◆ **TRY IT**: Take each line of the listing that has the string "Garage" and report it.

◆ **RECORDS SUPPLIED**:
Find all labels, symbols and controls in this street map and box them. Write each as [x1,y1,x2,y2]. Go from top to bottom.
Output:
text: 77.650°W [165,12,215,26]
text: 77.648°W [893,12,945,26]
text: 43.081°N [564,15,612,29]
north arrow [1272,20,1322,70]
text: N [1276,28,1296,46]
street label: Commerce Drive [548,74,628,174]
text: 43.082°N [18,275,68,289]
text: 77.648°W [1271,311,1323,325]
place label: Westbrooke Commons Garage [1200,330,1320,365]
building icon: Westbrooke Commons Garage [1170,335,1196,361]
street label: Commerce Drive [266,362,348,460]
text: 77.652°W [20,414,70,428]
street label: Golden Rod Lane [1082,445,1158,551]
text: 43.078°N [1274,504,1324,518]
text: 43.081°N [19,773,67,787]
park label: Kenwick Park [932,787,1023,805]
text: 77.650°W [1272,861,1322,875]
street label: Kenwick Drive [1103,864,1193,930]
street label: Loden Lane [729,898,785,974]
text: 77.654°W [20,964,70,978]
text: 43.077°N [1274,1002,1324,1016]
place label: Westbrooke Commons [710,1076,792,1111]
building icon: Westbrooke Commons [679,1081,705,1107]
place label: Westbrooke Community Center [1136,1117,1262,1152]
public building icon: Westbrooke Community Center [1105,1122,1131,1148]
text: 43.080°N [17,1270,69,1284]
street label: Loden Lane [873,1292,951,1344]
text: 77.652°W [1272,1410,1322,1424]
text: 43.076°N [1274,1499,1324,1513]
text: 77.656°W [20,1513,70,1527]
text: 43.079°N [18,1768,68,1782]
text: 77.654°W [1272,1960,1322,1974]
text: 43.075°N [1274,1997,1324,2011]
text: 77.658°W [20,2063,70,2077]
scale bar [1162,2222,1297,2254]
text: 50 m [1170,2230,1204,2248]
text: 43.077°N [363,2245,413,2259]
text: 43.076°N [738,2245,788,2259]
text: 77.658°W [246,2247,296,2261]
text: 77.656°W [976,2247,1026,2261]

◆ **ANSWER SECTION**:
place label: Westbrooke Commons Garage [1200,330,1320,365]
building icon: Westbrooke Commons Garage [1170,335,1196,361]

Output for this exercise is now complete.